There was much to like about Adam Curtis's The Trap last night - any programme featuring James Buchanan and New Order can't be all bad. But there was one big problem - as intellectual history, it was tosh.
Curtis began from the view that:
A simplistic model of human beings as self-seeking, almost robotic, creatures led to today's idea of freedom. This model was derived from ideas and techniques developed by nuclear strategists during the Cold War to control the behaviour of the Soviet enemy.
As Maddy put it:
Mathematicians such as John Nash developed paranoid game theories whose equations required people to be seen as selfish and isolated creatures, constantly monitoring each other suspiciously – always intent on their own advantage.
But Nash's was not a theory of human nature - his view of people as isolated rational maximizers was a mere assumption, as his PhD dissertation (pdf) makes clear.

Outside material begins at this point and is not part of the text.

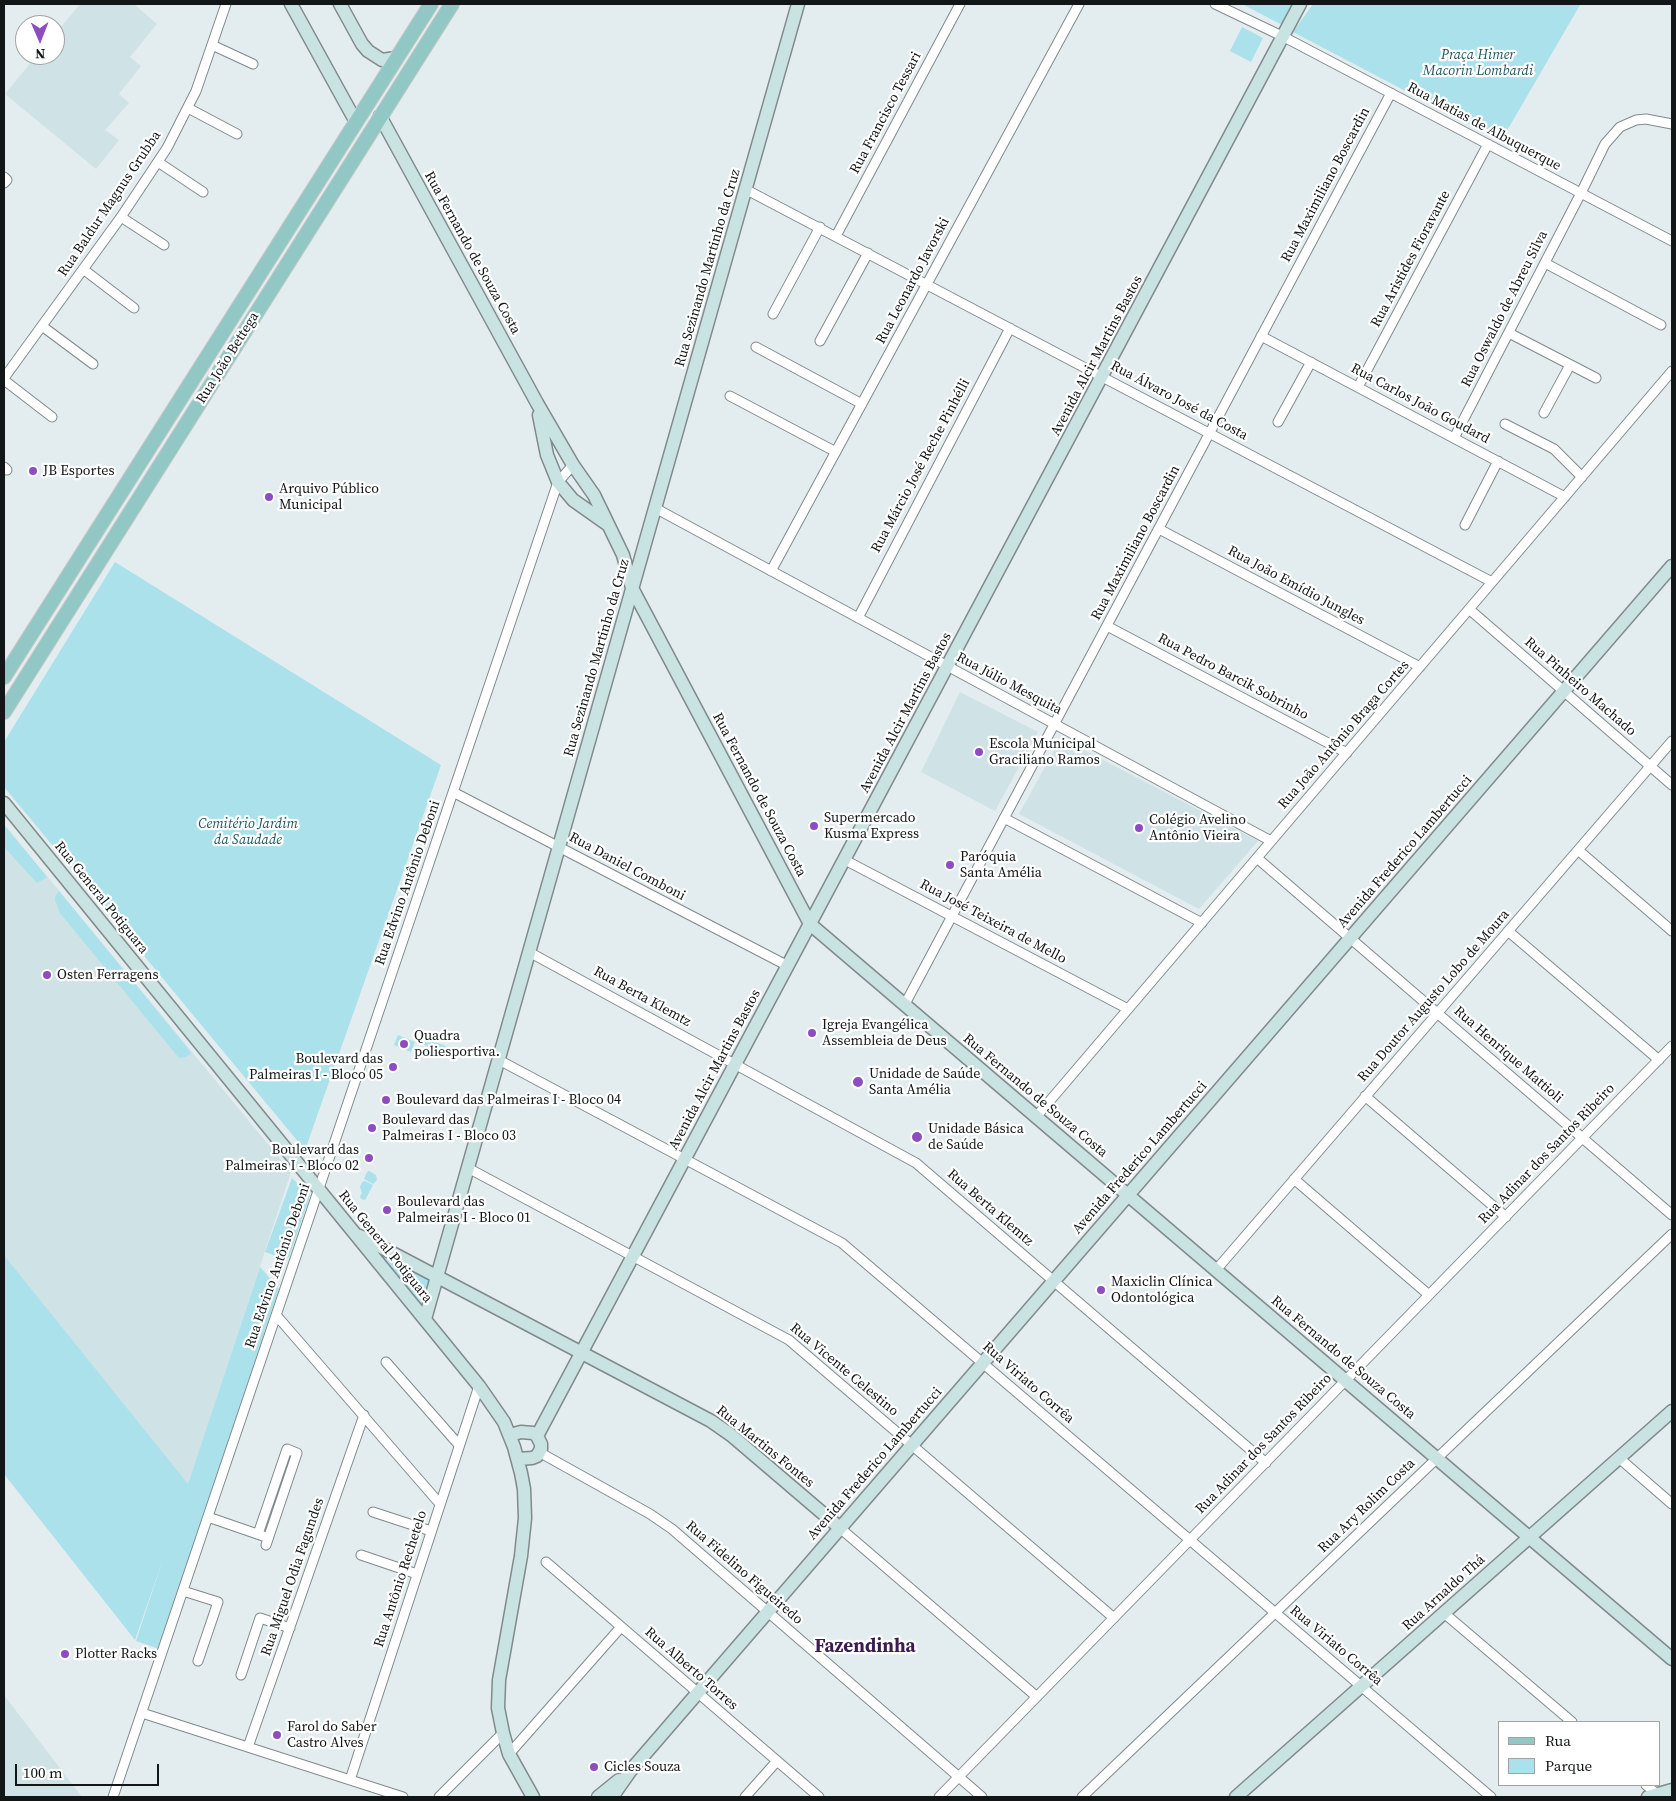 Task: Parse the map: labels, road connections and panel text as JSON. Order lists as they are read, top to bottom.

The view of people as selfish and paranoid was, of course, classically put by Thomas Hobbes. But as Leviathan pre-dated the cold war by 300 years, this doesn't fit Curtis's template.
And this, from Maddy (fairly summarizing Curtis) is just tosh:
John Nash...developed the Nash equilibrium, which argued that the rational pursuit of self-interest by human beings could lead to a kind of social order. Selfishness didn't have to lead to social breakdown. For the economist Friedrich von Hayek (Thatcher's inspiration) this was vindication of his belief that individual selfishness creates, spontaneously, "a self-directed automatic system".
The first problem here is that the idea of self-interest generating social order wasn't established by Nash. It even pre-dates Smith's invisible hand by 60 years; it's to be found in Mandeville's Fable of the Bees (1714). Nothing to do with the cold war.
The second problem is that the defining feature of Nash equilibrium, at least as applied to the prisoners' dilemma game discussed in the programme, is that it is a sub-optimal outcome. Far from vindicating Hayek, this undermines him - or at least it would, were it not the for the fact that in the real world, one-shot dilemmas are rare, so tit-for-tat strategies (not discussed in the programme) can lift us to the optimal equilibrium.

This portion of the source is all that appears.